> [Study material]
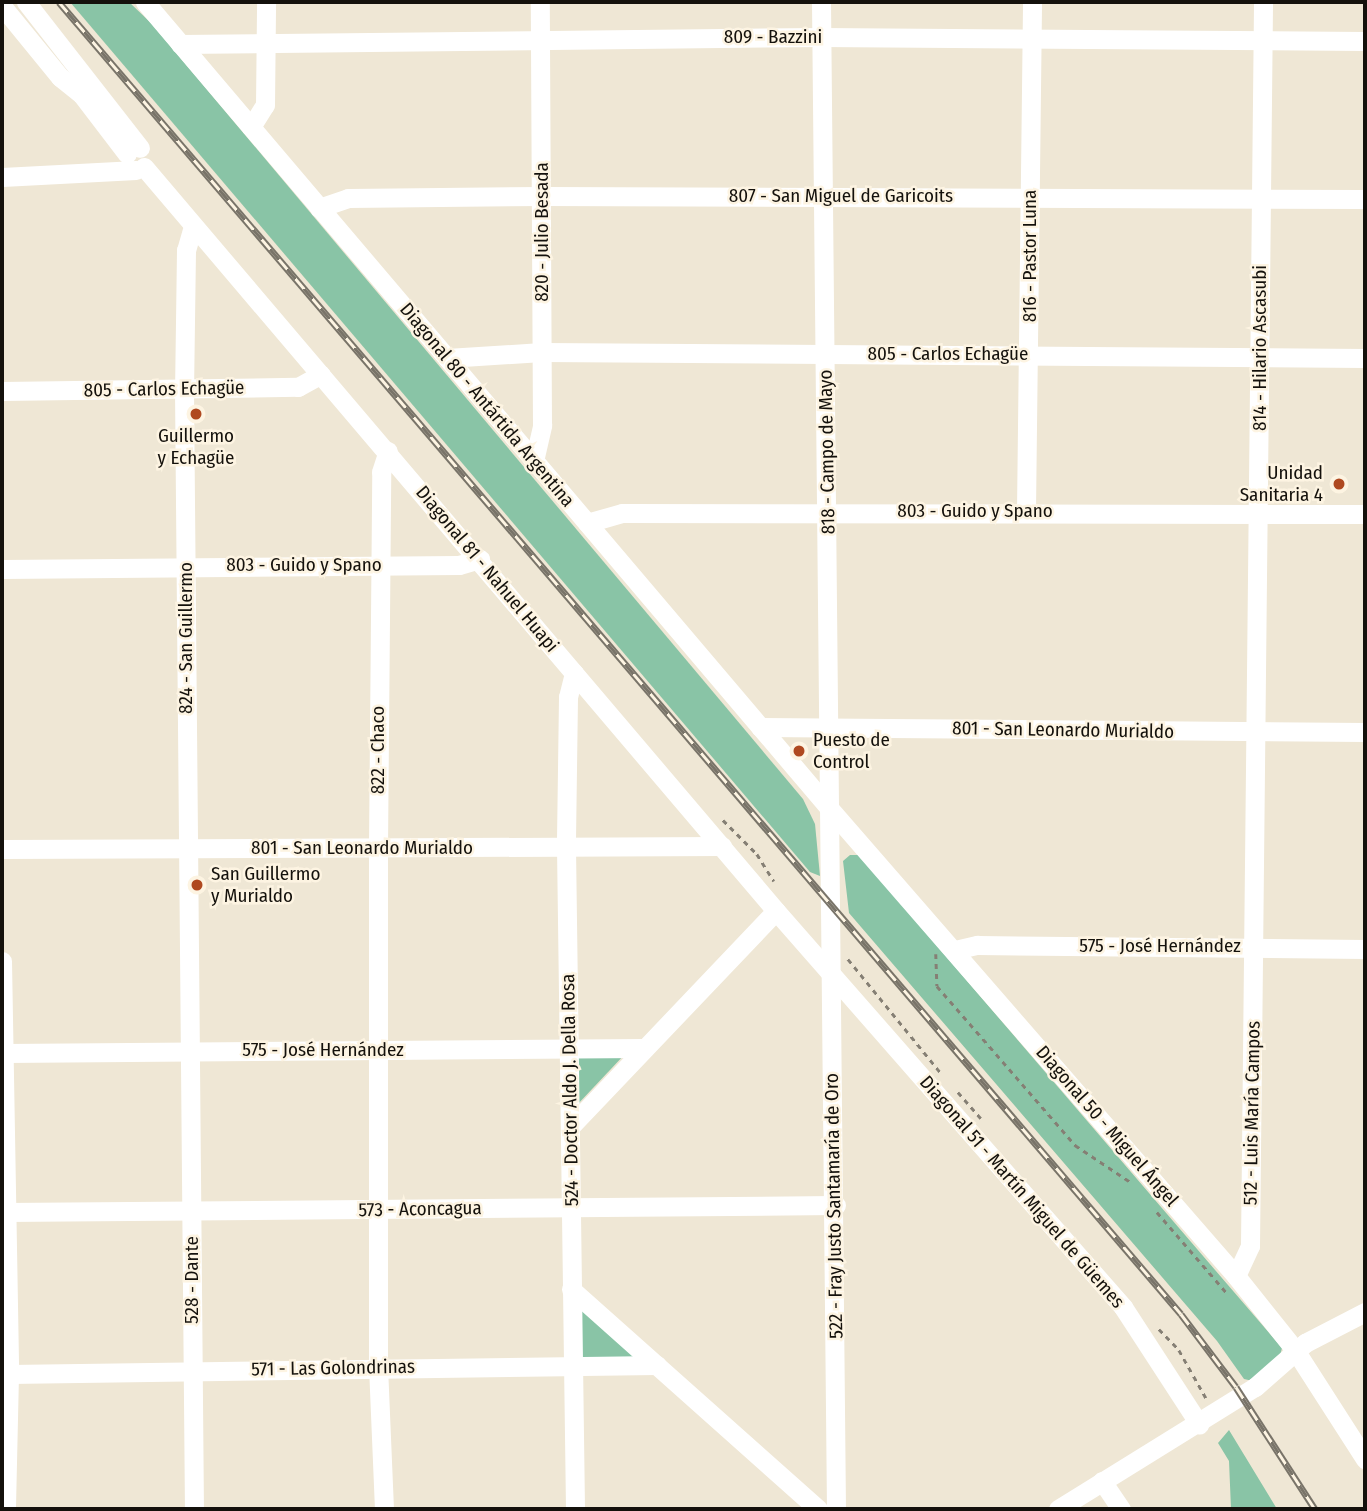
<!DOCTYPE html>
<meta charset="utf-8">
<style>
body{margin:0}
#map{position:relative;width:1367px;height:1511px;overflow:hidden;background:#efe7d5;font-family:"Fira Sans Condensed",sans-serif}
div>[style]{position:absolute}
.green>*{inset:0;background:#89c4a6}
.path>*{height:2.5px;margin-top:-1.25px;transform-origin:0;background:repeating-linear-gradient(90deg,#857f74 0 5px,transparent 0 10px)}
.minor>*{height:19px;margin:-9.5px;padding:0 9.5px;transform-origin:9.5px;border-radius:9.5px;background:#fff}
.rail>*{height:7px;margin-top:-3.5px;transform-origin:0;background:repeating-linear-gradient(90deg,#fdf4e2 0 13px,#797469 0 26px);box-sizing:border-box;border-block:2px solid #797469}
.dots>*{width:19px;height:19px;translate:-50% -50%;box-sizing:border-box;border:4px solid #fdf4e2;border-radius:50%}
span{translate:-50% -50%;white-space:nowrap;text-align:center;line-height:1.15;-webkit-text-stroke:5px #fdf4e2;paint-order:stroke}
.street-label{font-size:19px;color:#14110c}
.poi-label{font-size:19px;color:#14110c}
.right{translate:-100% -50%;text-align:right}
.left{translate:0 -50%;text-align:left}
.frame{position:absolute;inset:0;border:4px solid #14110c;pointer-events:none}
</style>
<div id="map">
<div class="green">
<div style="clip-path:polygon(70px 2px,129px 2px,151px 23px,803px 799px,815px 824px,820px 876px,810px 872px)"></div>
<div style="clip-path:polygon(850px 855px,859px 855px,1282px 1348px,1280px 1356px,1253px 1381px,1244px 1379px,1217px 1341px,849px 913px,843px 861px)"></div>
<div style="clip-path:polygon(626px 1053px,577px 1105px,575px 1054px)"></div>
<div style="clip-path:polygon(574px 1301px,639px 1360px,576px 1358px)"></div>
<div style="clip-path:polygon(1229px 1430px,1277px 1509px,1231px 1509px,1229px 1461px,1218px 1443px)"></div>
</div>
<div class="path">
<div style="left:723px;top:820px;width:48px;rotate:45deg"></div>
<div style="left:757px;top:854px;width:32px;rotate:58deg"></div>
<div style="left:936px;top:954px;width:32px;rotate:88deg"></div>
<div style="left:937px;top:986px;width:211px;rotate:49deg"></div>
<div style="left:1075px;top:1145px;width:69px;rotate:33.7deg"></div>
<div style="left:848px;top:959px;width:147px;rotate:50.8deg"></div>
<div style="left:958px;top:1092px;width:35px;rotate:49deg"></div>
<div style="left:1157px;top:1212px;width:106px;rotate:49.2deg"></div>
<div style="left:1159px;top:1329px;width:29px;rotate:46deg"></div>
<div style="left:1179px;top:1350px;width:55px;rotate:60.6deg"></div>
</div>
<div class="minor">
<div style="left:26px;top:2px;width:185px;rotate:52deg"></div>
<div style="left:145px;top:2px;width:1057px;rotate:49.68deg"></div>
<div style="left:829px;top:808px;width:620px;rotate:48.99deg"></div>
<div style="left:1236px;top:1276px;width:95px;rotate:51.4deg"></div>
<div style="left:1295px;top:1350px;width:130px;rotate:57.3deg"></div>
<div style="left:821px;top:2px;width:1507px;rotate:89.43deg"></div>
<div style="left:2px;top:6px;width:92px;rotate:50.8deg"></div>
<div style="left:60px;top:77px;width:28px;rotate:39deg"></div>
<div style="left:82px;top:95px;width:74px;rotate:52.7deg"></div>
<div style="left:180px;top:44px;width:641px;rotate:-0.63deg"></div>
<div style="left:821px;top:37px;width:544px;rotate:0.42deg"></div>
<div style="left:251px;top:127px;width:26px;rotate:-58deg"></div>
<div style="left:265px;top:105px;width:103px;rotate:-89.4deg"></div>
<div style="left:144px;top:167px;width:976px;rotate:49.65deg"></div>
<div style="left:776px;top:911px;width:527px;rotate:48.77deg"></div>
<div style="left:1123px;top:1307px;width:140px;rotate:57deg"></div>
<div style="left:2px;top:177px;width:134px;rotate:-3deg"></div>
<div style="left:319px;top:208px;width:31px;rotate:-19deg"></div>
<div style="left:348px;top:198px;width:195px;rotate:-0.6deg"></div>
<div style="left:543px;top:196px;width:822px;rotate:0.21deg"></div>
<div style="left:193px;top:226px;width:25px;rotate:106deg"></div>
<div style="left:186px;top:250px;width:139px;rotate:90.8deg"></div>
<div style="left:184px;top:389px;width:1120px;rotate:89.49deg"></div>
<div style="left:447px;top:358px;width:95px;rotate:-3.6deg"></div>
<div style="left:542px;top:352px;width:823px;rotate:0.42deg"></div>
<div style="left:2px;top:391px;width:296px;rotate:-0.8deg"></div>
<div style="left:298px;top:387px;width:26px;rotate:-29deg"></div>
<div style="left:534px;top:461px;width:37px;rotate:-77deg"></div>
<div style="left:542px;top:425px;width:423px;rotate:-90.3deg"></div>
<div style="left:1026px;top:511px;width:509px;rotate:-89.32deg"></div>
<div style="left:587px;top:523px;width:36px;rotate:-16deg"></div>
<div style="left:622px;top:513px;width:743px;rotate:0.08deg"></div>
<div style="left:2px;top:569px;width:457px;rotate:-0.5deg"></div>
<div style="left:459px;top:565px;width:22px;rotate:-16deg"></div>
<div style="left:574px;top:673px;width:25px;rotate:104deg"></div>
<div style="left:568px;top:697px;width:150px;rotate:90.8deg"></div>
<div style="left:566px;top:847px;width:662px;rotate:89.22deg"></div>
<div style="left:760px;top:727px;width:605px;rotate:0.47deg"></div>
<div style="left:2px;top:849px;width:720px;rotate:-0.24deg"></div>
<div style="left:955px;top:950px;width:23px;rotate:-13deg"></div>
<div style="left:977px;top:945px;width:388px;rotate:0.6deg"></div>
<div style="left:2px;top:961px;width:413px;rotate:89deg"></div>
<div style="left:9px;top:1374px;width:135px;rotate:91.3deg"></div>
<div style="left:4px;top:1053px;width:639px;rotate:-0.45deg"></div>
<div style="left:571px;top:1126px;width:297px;rotate:-46.4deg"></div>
<div style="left:5px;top:1212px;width:831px;rotate:-0.48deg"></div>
<div style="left:1236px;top:1276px;width:33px;rotate:-65deg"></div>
<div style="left:1250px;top:1246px;width:1244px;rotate:-89.4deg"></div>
<div style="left:571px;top:1289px;width:331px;rotate:41.7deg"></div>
<div style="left:9px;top:1374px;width:648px;rotate:-0.8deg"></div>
<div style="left:1102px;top:1481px;width:34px;rotate:56deg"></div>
<div style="left:384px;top:1509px;width:142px;rotate:-92.4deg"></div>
<div style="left:378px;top:1367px;width:520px;rotate:-90deg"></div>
<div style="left:378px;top:847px;width:375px;rotate:-89.5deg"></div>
<div style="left:381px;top:472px;width:22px;rotate:-72deg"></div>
<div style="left:1058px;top:1509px;width:232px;rotate:-31.8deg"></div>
<div style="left:1255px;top:1387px;width:67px;rotate:-41.3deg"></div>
<div style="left:1305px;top:1343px;width:68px;rotate:-27.3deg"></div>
</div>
<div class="rail">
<div style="left:59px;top:2px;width:1726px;rotate:49.46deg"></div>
<div style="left:1181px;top:1314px;width:91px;rotate:53deg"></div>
<div style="left:1236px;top:1387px;width:145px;rotate:57.1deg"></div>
</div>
<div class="dots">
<div style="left:196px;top:414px;background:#af4920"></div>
<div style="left:1339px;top:484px;background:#af4920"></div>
<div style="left:799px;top:751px;background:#af4920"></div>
<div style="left:197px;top:885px;background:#af4920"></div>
</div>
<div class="street-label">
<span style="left:773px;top:37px">809 - Bazzini</span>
<span style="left:841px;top:196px">807 - San Miguel de Garicoits</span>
<span style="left:542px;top:232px;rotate:-90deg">820 - Julio Besada</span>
<span style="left:1030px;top:256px;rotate:-90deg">816 - Pastor Luna</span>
<span style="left:1260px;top:348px;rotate:-90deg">814 - Hilario Ascasubi</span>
<span style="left:948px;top:354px">805 - Carlos Echagüe</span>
<span style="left:164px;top:389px;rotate:-1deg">805 - Carlos Echagüe</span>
<span style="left:487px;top:405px;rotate:50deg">Diagonal 80 - Antártida Argentina</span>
<span style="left:827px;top:452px;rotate:-91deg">818 - Campo de Mayo</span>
<span style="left:975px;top:511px">803 - Guido y Spano</span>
<span style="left:304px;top:565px">803 - Guido y Spano</span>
<span style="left:487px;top:569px;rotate:50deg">Diagonal 81 - Nahuel Huapi</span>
<span style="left:186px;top:638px;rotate:-90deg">824 - San Guillermo</span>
<span style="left:1063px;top:730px;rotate:1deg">801 - San Leonardo Murialdo</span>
<span style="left:378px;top:750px;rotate:-90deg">822 - Chaco</span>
<span style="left:362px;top:848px">801 - San Leonardo Murialdo</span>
<span style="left:1160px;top:946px">575 - José Hernández</span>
<span style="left:323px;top:1050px">575 - José Hernández</span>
<span style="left:570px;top:1090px;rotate:-91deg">524 - Doctor Aldo J. Della Rosa</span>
<span style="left:1252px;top:1113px;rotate:-89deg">512 - Luis María Campos</span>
<span style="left:1107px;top:1126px;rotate:49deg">Diagonal 50 - Miguel Ángel</span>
<span style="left:1022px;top:1192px;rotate:49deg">Diagonal 51 - Martín Miguel de Güemes</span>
<span style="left:834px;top:1206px;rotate:-91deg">522 - Fray Justo Santamaría de Oro</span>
<span style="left:420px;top:1209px;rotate:-1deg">573 - Aconcagua</span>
<span style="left:192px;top:1280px;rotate:-90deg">528 - Dante</span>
<span style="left:333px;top:1368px;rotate:-1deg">571 - Las Golondrinas</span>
</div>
<div class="poi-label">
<span style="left:196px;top:447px">Guillermo<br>y Echagüe</span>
<span class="right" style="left:1323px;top:484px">Unidad<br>Sanitaria 4</span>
<span class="left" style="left:813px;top:751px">Puesto de<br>Control</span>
<span class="left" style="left:211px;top:885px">San Guillermo<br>y Murialdo</span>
</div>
<div class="frame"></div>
</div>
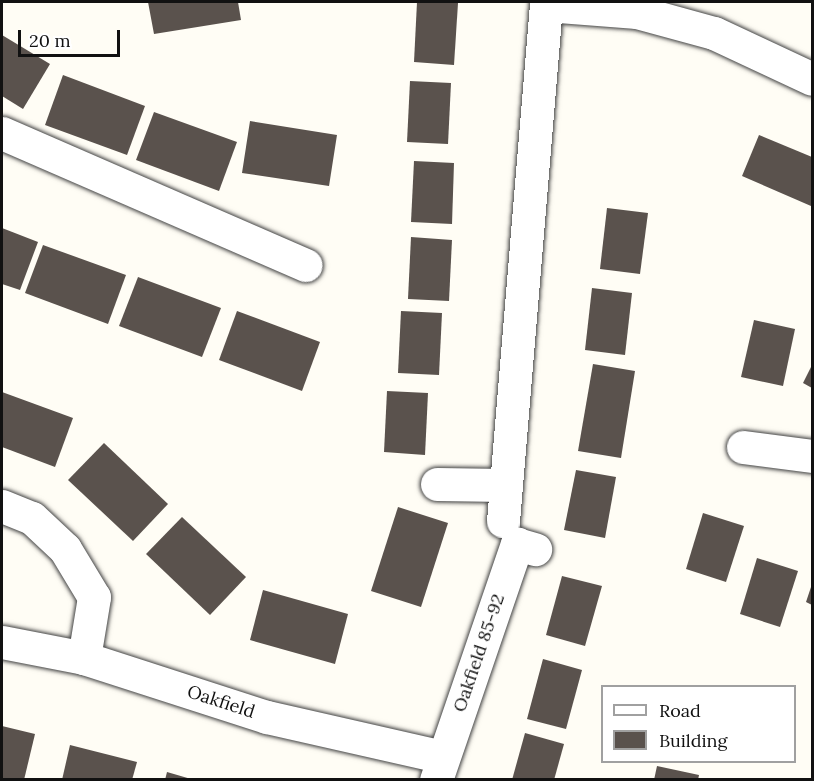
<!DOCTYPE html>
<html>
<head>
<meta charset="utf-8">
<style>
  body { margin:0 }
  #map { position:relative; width:814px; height:781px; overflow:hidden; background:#fffdf5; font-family:Lora,serif }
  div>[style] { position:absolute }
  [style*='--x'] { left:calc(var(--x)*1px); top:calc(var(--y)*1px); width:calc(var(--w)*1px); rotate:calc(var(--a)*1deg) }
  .building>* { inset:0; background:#5a524d }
  .roads { filter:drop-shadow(0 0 2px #444) drop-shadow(0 0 2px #444) }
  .minor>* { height:33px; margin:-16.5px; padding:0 16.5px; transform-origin:16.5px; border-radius:16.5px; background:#fff }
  span { translate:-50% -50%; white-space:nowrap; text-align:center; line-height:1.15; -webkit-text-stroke:6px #fff; paint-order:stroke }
  .street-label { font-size:18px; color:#111 }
  .frame { position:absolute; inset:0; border:3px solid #111; pointer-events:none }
  .legend { position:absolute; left:601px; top:685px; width:195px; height:78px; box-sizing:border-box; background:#fff; border:2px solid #a0a0a0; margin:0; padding:8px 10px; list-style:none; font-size:18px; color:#111 }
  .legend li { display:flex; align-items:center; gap:12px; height:30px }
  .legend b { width:30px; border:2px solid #a0a0a0 }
  .scale { position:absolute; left:18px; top:30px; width:102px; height:27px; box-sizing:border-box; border:3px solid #111; border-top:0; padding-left:8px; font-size:18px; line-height:21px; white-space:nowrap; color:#111; -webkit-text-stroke:4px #fff; paint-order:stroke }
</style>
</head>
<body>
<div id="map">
  <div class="building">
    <div style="clip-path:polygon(148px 2px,238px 2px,241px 20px,154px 34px)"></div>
    <div style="clip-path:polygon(417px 2px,458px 3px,454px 65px,414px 62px)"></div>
    <div style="clip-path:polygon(2px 35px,50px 64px,23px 109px,2px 96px)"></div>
    <div style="clip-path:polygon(63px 75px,145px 106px,127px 155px,45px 125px)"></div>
    <div style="clip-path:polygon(410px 81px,451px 83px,448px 144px,407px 142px)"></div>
    <div style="clip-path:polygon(154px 112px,237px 142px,219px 191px,136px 160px)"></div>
    <div style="clip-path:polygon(250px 121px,337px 135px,329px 186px,242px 173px)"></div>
    <div style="clip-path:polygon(759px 135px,812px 157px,811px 206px,742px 176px)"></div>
    <div style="clip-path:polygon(414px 161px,454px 163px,452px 224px,411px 222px)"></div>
    <div style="clip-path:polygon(607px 208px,648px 213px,640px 274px,600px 269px)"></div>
    <div style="clip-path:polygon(2px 228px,38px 242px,20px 290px,2px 284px)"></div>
    <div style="clip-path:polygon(411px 237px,452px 240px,449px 301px,408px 299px)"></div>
    <div style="clip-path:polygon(43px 245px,126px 275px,108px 324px,25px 293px)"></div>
    <div style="clip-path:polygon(138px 277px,221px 308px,202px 357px,119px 326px)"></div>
    <div style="clip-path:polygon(592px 288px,632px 293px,625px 355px,585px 350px)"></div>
    <div style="clip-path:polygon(237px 311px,320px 342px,302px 391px,219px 360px)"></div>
    <div style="clip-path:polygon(401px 311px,442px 313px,439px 375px,398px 373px)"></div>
    <div style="clip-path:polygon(754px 320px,795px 329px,783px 386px,741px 377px)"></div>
    <div style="clip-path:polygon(593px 364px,635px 371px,621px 458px,578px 451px)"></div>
    <div style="clip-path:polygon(812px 365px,812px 388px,803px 383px)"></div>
    <div style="clip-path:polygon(387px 391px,428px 393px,425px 455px,384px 452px)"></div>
    <div style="clip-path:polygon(2px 392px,73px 418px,55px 467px,2px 447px)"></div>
    <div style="clip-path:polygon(104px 443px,168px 504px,133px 541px,68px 480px)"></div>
    <div style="clip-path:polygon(576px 470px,616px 477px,605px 538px,564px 530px)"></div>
    <div style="clip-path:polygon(398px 507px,448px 523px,421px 607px,371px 591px)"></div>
    <div style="clip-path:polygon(703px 513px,744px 526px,726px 582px,686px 569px)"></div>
    <div style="clip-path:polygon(182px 517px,246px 577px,210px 615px,146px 554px)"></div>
    <div style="clip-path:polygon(757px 558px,798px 571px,780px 627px,740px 614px)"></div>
    <div style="clip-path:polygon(562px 576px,602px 586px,585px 646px,546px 635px)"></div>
    <div style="clip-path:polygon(812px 584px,812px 605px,806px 602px)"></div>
    <div style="clip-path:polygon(263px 590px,348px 614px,335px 664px,250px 640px)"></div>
    <div style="clip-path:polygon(543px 659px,582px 670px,566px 729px,527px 719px)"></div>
    <div style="clip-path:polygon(2px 726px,35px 734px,24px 780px,2px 780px)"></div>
    <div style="clip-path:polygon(525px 733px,564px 744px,554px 780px,512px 780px)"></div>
    <div style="clip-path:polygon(70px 745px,137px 762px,132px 780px,62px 780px)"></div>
    <div style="clip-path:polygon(657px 766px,699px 775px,698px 780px,654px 780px)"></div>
    <div style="clip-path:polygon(167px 772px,191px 779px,191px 780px,165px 780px)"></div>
  </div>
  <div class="roads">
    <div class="minor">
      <div style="--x:2;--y:133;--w:331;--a:23.5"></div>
      <div style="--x:743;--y:447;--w:70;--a:7.4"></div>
      <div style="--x:437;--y:484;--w:69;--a:0.8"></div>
      <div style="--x:2;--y:506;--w:32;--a:22"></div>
      <div style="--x:32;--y:518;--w:45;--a:43.2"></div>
      <div style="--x:65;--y:549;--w:56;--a:58.9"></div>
      <div style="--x:94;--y:597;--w:62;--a:99.3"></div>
      <div style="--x:503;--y:521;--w:518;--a:-85.24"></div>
      <div style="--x:546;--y:5;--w:91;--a:4.4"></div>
      <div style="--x:637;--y:12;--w:80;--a:15.3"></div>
      <div style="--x:714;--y:33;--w:108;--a:25.1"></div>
      <div style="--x:2;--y:642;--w:84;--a:11"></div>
      <div style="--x:84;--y:658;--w:192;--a:17.9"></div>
      <div style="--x:267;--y:717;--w:180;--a:12.8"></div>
      <div style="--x:436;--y:780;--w:250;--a:-71.1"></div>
      <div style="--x:517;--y:544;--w:19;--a:16"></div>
    </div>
  </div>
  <div class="street-label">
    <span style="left:479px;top:653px;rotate:-71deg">Oakfield 85-92</span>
    <span style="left:221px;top:702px;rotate:18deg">Oakfield</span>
  </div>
  <div class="frame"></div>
  <ul class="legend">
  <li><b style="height:8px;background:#fff"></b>Road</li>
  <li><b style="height:16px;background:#5a524d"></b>Building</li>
  </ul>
  <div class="scale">20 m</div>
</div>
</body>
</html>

> [Try it]
Show, from the records above, every line that includes "serif".

> [Expected output]
#map{position:relative;width:1367px;height:1511px;overflow:hidden;background:#efe7d5;font-family:"Fira Sans Condensed",sans-serif}
  #map { position:relative; width:814px; height:781px; overflow:hidden; background:#fffdf5; font-family:Lora,serif }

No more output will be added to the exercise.